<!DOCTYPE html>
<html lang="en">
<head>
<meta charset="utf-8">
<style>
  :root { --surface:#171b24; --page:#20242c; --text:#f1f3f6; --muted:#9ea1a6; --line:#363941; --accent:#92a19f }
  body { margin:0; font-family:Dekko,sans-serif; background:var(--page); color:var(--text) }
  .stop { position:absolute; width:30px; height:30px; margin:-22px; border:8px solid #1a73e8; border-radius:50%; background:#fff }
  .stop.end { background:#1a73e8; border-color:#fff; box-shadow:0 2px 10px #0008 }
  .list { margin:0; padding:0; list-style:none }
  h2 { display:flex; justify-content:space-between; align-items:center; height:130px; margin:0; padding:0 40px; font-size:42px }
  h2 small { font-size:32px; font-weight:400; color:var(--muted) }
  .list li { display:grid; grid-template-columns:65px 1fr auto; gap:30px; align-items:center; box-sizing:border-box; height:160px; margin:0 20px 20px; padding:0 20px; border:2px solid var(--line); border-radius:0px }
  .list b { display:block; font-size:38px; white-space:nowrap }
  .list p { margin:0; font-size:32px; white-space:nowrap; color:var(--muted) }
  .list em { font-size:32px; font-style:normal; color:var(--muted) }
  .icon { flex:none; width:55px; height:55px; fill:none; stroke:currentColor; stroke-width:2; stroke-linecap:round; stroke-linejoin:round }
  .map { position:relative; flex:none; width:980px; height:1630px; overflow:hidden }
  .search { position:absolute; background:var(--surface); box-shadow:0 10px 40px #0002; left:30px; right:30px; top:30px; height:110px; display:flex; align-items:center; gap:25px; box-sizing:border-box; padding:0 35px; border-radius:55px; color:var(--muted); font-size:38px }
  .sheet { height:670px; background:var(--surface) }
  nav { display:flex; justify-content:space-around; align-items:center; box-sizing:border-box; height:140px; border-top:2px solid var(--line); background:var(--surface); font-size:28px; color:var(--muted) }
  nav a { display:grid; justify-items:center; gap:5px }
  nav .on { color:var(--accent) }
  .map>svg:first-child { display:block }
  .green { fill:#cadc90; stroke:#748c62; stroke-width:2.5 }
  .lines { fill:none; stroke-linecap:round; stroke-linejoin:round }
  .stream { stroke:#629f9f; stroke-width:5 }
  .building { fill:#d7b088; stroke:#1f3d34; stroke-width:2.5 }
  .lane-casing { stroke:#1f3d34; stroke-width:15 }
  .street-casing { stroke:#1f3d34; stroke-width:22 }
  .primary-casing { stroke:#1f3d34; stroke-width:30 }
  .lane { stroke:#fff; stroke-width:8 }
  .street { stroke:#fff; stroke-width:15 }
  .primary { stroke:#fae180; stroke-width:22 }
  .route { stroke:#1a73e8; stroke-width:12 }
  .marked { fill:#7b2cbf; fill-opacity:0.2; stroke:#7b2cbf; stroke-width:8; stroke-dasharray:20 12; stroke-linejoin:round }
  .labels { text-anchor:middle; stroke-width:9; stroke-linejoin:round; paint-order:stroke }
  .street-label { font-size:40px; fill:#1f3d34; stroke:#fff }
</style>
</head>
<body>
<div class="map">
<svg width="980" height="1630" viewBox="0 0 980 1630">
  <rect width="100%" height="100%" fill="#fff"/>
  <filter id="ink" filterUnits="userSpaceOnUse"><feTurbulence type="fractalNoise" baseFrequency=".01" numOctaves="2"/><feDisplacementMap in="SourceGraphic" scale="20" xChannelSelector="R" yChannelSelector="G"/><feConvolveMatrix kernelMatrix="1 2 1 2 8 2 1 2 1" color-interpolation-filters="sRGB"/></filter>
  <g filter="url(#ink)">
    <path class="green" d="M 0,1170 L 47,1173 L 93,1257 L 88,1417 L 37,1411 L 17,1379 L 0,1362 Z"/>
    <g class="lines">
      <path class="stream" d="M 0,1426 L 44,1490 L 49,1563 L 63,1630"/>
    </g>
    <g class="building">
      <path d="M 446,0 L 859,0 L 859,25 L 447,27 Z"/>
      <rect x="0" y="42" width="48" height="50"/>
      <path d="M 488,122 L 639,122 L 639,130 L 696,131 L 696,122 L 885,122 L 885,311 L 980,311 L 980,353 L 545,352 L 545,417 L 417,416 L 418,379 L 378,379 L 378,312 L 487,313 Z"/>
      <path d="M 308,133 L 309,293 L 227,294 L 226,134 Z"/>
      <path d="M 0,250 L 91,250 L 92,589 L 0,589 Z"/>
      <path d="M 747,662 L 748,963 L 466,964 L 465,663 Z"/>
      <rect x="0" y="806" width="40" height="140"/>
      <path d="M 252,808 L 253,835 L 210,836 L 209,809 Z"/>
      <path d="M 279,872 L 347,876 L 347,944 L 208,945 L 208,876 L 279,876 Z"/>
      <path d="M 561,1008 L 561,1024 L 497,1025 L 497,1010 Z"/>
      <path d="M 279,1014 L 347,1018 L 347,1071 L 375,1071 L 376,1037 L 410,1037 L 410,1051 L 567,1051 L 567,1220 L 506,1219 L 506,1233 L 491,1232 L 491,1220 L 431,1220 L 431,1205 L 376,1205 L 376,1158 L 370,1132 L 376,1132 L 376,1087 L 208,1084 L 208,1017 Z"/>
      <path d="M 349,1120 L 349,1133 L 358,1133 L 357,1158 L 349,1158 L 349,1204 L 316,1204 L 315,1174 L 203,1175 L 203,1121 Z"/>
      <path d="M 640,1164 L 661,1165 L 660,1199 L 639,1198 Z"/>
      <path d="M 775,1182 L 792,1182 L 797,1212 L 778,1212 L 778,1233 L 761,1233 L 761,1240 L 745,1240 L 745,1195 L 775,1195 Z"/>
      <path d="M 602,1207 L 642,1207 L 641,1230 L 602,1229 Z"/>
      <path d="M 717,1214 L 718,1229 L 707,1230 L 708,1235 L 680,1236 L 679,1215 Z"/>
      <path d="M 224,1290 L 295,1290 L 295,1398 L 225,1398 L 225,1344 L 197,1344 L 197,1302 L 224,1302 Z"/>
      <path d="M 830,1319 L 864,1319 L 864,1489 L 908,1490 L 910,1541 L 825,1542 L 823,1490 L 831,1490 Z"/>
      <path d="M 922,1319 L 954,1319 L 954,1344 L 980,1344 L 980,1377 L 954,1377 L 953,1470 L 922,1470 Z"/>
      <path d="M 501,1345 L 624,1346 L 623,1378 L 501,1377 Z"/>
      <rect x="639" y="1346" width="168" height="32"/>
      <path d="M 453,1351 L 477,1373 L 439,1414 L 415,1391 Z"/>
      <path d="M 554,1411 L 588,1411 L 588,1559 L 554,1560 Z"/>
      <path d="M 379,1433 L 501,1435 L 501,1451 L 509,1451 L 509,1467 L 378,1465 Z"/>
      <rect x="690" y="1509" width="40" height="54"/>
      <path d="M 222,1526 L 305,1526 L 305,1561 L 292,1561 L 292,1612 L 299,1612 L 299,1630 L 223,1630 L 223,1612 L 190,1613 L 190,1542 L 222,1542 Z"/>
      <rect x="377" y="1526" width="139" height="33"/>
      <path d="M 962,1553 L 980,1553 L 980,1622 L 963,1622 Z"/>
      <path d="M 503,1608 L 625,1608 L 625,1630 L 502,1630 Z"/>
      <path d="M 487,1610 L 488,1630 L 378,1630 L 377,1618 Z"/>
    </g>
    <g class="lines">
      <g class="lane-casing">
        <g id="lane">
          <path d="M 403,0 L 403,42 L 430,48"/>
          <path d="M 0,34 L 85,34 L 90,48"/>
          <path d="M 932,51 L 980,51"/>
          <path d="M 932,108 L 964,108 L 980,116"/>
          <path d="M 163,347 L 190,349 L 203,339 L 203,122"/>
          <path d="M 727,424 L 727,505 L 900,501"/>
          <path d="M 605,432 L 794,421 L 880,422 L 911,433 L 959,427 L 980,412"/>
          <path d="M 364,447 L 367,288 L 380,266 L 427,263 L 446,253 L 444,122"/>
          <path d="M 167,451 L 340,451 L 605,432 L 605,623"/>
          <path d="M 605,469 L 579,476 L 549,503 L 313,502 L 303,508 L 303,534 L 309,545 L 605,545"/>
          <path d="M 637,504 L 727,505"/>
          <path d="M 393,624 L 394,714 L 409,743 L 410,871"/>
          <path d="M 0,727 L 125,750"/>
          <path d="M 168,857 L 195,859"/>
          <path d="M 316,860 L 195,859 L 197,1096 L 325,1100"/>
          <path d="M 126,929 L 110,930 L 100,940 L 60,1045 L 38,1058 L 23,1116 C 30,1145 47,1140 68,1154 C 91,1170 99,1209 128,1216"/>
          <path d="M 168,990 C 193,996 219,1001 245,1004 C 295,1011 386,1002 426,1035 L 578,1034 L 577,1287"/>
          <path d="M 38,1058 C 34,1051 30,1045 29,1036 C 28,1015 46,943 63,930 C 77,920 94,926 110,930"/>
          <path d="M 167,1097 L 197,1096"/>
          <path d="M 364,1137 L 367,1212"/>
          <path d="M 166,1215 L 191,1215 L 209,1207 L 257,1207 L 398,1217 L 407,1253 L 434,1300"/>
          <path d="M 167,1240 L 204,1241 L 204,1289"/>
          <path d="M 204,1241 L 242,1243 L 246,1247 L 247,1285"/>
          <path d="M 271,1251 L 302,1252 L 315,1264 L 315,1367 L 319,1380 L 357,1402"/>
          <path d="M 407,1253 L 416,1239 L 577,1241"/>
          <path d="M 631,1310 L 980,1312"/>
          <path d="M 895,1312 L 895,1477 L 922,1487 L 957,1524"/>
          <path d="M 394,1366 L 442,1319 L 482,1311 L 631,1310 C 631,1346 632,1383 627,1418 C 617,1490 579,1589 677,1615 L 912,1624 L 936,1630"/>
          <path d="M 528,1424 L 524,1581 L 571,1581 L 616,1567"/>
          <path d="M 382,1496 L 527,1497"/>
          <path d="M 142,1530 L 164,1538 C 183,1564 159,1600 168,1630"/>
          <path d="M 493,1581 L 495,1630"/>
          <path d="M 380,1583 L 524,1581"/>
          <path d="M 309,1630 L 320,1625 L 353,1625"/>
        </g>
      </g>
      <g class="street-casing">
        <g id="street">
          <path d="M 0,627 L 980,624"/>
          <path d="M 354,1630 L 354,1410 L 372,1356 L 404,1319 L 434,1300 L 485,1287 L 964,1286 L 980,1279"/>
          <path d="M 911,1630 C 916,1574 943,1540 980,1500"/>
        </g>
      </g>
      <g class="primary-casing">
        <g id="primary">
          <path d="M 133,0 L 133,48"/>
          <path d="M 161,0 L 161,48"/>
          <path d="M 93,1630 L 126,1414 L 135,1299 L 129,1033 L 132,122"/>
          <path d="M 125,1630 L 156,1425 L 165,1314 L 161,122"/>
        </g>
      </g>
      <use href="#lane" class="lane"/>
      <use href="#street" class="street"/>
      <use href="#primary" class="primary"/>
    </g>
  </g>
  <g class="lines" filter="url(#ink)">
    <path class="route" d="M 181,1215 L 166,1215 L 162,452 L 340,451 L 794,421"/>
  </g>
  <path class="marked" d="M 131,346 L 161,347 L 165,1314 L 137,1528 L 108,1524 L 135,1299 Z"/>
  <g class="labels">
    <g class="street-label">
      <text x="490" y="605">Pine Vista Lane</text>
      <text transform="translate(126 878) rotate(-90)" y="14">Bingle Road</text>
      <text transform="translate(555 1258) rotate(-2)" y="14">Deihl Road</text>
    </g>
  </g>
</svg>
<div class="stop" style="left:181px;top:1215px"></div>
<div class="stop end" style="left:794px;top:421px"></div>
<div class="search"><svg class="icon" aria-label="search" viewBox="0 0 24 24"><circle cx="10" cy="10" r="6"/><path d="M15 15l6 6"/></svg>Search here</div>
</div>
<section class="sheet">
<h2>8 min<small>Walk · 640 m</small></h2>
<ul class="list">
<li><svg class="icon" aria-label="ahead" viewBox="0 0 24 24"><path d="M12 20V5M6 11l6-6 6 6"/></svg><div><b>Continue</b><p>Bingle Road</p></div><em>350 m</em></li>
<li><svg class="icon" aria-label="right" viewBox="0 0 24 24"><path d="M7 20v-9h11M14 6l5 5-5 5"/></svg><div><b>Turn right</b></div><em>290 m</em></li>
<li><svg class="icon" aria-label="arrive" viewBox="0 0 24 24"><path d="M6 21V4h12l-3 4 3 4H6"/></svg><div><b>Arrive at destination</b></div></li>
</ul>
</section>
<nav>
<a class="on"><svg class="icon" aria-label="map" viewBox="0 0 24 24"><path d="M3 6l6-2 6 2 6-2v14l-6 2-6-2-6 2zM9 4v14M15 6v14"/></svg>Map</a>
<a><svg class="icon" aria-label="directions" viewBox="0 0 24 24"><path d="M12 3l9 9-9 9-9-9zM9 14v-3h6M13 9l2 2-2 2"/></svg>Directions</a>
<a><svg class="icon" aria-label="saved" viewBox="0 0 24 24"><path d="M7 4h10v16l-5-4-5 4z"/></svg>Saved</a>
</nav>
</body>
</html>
********************
# [What to work on]
Using the listing, count the lines where the word "linecap" appears and reply with only that number.

# [Solution for this task]
2